Both Scrappy and Keep It can make items favorites for quick access. Keep It can also make lists favorites, and show them in the Favorites Bar on Mac, and prominently in various places on iPad and iPhone. 

Search

Keep It and Scrappy have similar search capabilities with the ability to find the textual content of all notes, rich and plain text files, saved web pages and PDFs. On Mac, both apps can also search the content of other formats thanks to Spotlight. Keep It also searches the content of attachments on notes, rich text documents and mail messages, while Scrappy only searches attachments on notes.

Both apps show suggestions when searching, and these can help you find items by name, tags, content, date, kind, and source URL, as well as by their attachments, checklists, etc. 

Both apps provide text recognition for images and scanned PDFs, including attachments, and both apps also classify images (e.g. as screenshots, drawings, etc) and the prominent features in them (animals, vehicles, etc), and will find those when searching by content, but only Scrappy includes search suggestions and smart list rules for specifically finding images that way. 

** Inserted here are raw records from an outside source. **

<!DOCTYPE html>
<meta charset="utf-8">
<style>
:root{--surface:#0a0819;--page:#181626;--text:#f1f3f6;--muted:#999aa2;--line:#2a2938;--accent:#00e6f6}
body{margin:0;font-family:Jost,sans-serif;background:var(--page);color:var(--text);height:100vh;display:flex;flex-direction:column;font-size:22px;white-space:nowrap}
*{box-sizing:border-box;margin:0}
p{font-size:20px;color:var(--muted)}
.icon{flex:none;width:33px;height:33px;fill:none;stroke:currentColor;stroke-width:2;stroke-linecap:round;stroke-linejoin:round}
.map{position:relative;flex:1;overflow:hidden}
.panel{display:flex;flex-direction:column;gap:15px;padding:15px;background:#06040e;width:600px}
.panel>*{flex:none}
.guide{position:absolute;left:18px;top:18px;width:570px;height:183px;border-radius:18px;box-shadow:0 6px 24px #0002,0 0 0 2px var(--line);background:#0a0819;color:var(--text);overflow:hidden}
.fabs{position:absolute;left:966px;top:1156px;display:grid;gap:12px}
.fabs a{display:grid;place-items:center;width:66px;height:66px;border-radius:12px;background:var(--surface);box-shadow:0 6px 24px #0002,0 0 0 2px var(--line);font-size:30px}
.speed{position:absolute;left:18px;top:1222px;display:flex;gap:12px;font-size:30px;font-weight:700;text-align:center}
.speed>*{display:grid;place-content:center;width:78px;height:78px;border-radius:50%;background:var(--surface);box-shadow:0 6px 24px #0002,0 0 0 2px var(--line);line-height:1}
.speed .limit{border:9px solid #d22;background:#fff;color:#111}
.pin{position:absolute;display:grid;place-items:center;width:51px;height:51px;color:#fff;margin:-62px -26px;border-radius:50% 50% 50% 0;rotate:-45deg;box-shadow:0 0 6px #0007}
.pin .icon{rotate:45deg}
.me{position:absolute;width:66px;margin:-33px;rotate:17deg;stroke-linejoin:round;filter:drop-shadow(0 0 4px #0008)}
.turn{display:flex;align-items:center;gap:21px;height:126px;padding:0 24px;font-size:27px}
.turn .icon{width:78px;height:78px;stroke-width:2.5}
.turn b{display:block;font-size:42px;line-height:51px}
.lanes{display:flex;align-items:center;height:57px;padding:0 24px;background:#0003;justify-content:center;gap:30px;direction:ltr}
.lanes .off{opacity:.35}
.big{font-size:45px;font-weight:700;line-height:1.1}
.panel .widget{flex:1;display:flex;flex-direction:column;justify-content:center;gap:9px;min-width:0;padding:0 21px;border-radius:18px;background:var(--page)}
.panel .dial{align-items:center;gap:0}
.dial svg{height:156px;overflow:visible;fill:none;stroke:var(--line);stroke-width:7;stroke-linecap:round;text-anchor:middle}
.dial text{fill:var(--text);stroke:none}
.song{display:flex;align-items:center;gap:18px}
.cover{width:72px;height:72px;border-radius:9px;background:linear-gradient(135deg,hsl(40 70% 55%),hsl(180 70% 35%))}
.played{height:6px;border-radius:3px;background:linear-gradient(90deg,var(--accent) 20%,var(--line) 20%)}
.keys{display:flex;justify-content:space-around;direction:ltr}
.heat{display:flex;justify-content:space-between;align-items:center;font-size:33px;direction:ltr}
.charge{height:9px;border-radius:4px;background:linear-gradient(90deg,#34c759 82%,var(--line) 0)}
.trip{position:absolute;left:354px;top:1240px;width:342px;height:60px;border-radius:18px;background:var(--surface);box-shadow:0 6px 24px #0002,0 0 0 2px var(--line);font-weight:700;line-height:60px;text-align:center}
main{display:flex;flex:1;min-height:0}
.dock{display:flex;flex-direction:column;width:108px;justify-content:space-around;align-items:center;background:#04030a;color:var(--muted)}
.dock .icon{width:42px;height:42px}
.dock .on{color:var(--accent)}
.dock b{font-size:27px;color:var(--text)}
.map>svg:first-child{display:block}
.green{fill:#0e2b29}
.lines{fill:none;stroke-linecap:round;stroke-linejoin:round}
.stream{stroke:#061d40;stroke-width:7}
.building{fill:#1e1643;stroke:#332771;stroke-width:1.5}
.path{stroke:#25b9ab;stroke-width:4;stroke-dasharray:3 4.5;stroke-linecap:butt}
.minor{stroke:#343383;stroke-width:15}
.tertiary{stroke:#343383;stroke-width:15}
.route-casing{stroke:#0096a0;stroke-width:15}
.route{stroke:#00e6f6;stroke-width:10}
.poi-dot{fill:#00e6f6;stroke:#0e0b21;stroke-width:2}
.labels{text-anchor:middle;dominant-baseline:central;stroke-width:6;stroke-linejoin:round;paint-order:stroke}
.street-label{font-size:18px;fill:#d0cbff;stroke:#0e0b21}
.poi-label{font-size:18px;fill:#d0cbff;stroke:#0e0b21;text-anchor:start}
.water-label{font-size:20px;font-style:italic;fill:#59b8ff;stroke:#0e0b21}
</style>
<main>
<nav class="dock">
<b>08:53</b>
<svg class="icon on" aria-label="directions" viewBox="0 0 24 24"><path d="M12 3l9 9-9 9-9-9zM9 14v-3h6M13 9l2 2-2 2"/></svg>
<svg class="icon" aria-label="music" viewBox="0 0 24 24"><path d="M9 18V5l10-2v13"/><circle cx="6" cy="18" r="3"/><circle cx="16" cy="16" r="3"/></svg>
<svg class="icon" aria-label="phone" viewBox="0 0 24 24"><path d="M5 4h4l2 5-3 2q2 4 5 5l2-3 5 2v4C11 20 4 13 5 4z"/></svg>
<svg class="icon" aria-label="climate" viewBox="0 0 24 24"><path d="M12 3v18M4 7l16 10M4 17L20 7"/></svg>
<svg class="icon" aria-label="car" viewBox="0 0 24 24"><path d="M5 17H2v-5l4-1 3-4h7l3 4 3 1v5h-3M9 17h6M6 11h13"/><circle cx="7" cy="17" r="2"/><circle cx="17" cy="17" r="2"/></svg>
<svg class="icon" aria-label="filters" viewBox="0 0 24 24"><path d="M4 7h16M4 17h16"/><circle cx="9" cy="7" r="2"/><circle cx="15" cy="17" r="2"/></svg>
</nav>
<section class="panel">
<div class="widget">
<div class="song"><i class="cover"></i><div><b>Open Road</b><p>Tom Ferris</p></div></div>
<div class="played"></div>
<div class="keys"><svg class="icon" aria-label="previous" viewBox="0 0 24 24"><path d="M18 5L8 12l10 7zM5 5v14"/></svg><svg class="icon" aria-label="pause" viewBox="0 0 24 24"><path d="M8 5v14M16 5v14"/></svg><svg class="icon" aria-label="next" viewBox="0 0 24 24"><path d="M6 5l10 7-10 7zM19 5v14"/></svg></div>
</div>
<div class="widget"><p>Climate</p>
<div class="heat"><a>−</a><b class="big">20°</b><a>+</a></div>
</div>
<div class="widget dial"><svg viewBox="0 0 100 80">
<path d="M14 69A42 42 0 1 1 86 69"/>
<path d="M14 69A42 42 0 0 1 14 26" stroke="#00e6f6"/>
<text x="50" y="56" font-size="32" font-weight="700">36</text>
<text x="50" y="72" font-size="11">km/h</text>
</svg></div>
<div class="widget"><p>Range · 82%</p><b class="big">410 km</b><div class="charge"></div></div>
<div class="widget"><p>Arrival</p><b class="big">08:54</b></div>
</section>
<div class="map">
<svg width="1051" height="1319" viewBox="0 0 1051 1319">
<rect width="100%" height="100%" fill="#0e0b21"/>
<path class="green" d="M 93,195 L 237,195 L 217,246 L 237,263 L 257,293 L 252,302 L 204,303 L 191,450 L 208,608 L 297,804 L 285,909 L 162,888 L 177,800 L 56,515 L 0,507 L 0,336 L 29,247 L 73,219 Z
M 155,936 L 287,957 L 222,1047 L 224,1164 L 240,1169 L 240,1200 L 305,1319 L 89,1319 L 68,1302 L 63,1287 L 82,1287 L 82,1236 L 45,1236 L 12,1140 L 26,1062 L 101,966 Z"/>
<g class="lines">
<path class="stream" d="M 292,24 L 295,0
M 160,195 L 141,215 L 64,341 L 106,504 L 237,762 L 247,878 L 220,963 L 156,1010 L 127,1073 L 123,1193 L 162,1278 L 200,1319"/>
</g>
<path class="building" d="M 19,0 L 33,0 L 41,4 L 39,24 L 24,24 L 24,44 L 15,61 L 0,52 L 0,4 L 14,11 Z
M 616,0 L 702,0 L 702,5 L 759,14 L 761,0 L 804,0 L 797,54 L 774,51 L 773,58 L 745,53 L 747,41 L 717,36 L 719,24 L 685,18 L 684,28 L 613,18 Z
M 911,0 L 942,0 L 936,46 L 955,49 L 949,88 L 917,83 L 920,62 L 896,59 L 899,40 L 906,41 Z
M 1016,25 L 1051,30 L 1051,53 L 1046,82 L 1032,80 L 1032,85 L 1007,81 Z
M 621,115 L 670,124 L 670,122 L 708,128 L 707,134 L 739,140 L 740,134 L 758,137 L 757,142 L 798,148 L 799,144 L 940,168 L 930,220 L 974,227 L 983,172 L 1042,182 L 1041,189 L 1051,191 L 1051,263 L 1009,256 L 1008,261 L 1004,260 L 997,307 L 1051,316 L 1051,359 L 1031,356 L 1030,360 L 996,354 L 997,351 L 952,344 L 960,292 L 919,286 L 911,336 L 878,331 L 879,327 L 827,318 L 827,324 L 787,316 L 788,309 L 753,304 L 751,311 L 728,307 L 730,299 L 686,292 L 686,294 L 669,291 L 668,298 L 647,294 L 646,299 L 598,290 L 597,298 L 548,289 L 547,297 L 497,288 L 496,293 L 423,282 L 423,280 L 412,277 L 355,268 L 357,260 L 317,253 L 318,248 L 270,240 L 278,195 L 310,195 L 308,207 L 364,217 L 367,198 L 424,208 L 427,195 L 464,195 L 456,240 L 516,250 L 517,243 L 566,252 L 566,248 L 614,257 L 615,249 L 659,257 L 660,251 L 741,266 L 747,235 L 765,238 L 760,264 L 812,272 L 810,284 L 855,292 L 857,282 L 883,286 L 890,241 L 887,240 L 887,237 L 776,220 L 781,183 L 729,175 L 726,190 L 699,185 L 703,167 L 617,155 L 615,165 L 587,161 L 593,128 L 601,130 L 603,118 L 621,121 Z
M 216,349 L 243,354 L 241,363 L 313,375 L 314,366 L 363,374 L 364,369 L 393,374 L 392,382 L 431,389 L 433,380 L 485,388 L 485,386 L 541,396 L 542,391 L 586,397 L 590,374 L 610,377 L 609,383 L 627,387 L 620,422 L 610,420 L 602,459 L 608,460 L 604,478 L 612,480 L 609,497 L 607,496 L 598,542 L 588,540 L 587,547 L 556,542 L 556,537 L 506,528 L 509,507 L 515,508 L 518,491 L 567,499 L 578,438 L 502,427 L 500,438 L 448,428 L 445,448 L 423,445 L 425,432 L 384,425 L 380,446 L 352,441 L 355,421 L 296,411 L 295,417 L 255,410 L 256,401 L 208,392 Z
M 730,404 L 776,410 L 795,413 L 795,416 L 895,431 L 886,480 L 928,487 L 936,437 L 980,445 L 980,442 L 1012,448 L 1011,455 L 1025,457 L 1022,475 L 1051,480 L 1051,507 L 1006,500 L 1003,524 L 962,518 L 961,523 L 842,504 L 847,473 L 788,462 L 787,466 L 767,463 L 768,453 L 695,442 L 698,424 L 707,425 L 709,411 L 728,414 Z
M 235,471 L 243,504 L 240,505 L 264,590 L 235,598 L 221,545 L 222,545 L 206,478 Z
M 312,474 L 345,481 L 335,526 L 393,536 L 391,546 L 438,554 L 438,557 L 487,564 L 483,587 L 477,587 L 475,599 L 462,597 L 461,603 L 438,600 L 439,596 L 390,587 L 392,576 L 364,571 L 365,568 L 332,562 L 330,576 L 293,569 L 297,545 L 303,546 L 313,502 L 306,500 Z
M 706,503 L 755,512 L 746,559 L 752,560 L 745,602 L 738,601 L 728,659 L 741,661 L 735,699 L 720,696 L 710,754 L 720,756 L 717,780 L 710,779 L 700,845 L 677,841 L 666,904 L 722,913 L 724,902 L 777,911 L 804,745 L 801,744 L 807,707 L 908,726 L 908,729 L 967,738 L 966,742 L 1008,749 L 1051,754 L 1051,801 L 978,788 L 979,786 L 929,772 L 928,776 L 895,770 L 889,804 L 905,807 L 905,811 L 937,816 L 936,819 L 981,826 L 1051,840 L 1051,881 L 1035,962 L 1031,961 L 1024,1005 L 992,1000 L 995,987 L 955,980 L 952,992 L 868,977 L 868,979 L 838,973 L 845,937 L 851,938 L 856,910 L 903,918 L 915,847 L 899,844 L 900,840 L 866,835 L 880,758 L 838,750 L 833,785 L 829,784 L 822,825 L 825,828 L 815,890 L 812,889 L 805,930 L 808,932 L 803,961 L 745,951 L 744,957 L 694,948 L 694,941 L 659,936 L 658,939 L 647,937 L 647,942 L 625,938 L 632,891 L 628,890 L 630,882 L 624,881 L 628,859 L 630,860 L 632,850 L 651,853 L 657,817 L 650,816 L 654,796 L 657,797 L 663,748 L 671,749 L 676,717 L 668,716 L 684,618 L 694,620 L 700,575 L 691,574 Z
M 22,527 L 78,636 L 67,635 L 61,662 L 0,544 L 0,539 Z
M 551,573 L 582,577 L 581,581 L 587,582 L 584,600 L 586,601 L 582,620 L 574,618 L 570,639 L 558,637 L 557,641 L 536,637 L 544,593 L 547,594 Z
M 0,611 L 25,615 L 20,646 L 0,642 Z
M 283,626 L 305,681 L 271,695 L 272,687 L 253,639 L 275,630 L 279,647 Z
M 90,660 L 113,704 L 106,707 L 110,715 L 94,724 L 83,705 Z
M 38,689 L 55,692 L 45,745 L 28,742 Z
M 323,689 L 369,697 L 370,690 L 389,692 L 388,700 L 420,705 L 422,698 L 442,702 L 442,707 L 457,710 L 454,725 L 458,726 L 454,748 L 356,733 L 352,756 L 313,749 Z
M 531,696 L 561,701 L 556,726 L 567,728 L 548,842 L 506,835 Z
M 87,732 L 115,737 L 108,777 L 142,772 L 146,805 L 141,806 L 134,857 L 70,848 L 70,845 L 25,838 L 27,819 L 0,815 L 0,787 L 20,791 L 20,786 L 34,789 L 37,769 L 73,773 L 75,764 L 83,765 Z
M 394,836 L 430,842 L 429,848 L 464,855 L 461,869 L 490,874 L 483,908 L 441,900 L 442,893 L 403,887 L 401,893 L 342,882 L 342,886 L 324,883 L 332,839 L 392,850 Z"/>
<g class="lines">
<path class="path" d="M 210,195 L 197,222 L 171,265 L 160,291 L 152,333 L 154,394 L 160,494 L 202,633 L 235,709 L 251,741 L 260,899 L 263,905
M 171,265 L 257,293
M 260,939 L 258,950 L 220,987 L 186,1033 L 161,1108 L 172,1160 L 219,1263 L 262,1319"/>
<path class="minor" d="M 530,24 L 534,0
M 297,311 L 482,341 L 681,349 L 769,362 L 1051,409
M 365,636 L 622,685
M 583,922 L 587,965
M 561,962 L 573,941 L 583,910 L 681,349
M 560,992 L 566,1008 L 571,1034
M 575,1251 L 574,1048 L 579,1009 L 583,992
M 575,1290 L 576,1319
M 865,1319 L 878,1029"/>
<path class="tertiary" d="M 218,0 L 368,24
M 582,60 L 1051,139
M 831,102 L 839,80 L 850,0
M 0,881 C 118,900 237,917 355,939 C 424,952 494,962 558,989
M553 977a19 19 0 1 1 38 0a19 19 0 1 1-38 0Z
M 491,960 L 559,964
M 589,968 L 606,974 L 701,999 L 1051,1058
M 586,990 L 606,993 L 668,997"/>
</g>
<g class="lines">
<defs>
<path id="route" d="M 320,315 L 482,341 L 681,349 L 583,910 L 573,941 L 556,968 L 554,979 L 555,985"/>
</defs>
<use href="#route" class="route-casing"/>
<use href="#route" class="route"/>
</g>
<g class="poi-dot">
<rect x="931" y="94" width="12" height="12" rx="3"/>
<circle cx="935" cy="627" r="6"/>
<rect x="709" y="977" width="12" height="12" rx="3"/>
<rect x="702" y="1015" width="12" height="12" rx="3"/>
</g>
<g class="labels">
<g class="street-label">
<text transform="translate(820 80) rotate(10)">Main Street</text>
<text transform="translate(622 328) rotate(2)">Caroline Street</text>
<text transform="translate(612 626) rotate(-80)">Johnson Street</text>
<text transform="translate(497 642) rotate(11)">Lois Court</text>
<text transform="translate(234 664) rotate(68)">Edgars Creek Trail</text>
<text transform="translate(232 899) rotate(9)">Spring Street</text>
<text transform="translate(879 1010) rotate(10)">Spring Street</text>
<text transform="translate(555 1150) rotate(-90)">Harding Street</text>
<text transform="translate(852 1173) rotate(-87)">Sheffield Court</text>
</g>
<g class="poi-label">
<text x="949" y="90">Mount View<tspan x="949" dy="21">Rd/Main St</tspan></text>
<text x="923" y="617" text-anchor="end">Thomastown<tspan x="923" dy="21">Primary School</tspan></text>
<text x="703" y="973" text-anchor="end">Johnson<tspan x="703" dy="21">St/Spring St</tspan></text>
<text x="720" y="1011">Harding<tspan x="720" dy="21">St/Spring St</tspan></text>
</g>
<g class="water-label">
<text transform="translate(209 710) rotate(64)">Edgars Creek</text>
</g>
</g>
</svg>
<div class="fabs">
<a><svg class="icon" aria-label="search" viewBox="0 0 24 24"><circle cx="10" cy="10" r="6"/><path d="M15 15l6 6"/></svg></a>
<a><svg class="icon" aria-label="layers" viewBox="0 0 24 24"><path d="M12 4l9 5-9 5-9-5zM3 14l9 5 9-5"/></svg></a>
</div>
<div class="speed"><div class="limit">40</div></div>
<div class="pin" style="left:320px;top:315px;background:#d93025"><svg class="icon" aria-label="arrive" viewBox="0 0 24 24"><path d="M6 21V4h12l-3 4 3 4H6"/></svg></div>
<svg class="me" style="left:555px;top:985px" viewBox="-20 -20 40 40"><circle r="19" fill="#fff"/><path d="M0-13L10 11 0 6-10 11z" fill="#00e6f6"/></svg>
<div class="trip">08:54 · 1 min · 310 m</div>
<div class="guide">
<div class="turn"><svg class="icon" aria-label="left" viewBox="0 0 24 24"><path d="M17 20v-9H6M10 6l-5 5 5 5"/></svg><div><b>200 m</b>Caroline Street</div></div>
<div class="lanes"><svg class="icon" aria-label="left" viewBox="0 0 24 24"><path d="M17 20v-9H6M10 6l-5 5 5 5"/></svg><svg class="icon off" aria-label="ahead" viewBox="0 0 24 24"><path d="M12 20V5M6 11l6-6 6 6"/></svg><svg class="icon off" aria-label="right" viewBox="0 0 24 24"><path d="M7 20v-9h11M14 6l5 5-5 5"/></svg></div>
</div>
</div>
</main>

Both apps provide a way to save the current search to the sidebar. In Keep It, these are called Saved Searches, and Smart Lists in Scrappy.

iCloud

When using iCloud, both apps can remove local downloads to save space, but Scrappy always keeps notes and web links downloaded, because it dynamically generates thumbnails for those based on current system appearance settings, and storing the thumbnails would use more space than the actual content in most cases. Scrappy always shows thumbnails for images and movies too, but a placeholder for other items that have not been downloaded. 

Keep It is designed to mitigate the impact large document libraries would have on local storage, helped by the fact most content is expected to be textual. On Mac, Keep It downloads all items by default, but on iPad or iPhone it does not. Keep It’s list view doesn’t show thumbnails unless required, then only downloads them on demand and stores them temporarily. On Mac, when automatic downloads are disabled, the system will also play a part in determining which files are kept around, depending on available space, system requirements, etc.

Keep It allows folders and items to be shared via iCloud with other Keep It users. Scrappy has no support for iCloud sharing.

Automation

Both Keep It and Scrappy support AppleScript on Mac, and Shortcuts support on Mac, iPad and iPhone. Scrappy’s shortcut actions are limited to adding content to its library and appending content to notes, while Keep It provides a full suite of actions.

Keep It also provides support for x-callback-urls across platforms, and Automator actions on Mac. In addition, because Keep It makes its files available in the Finder and Files app, you can perform additional automations that way.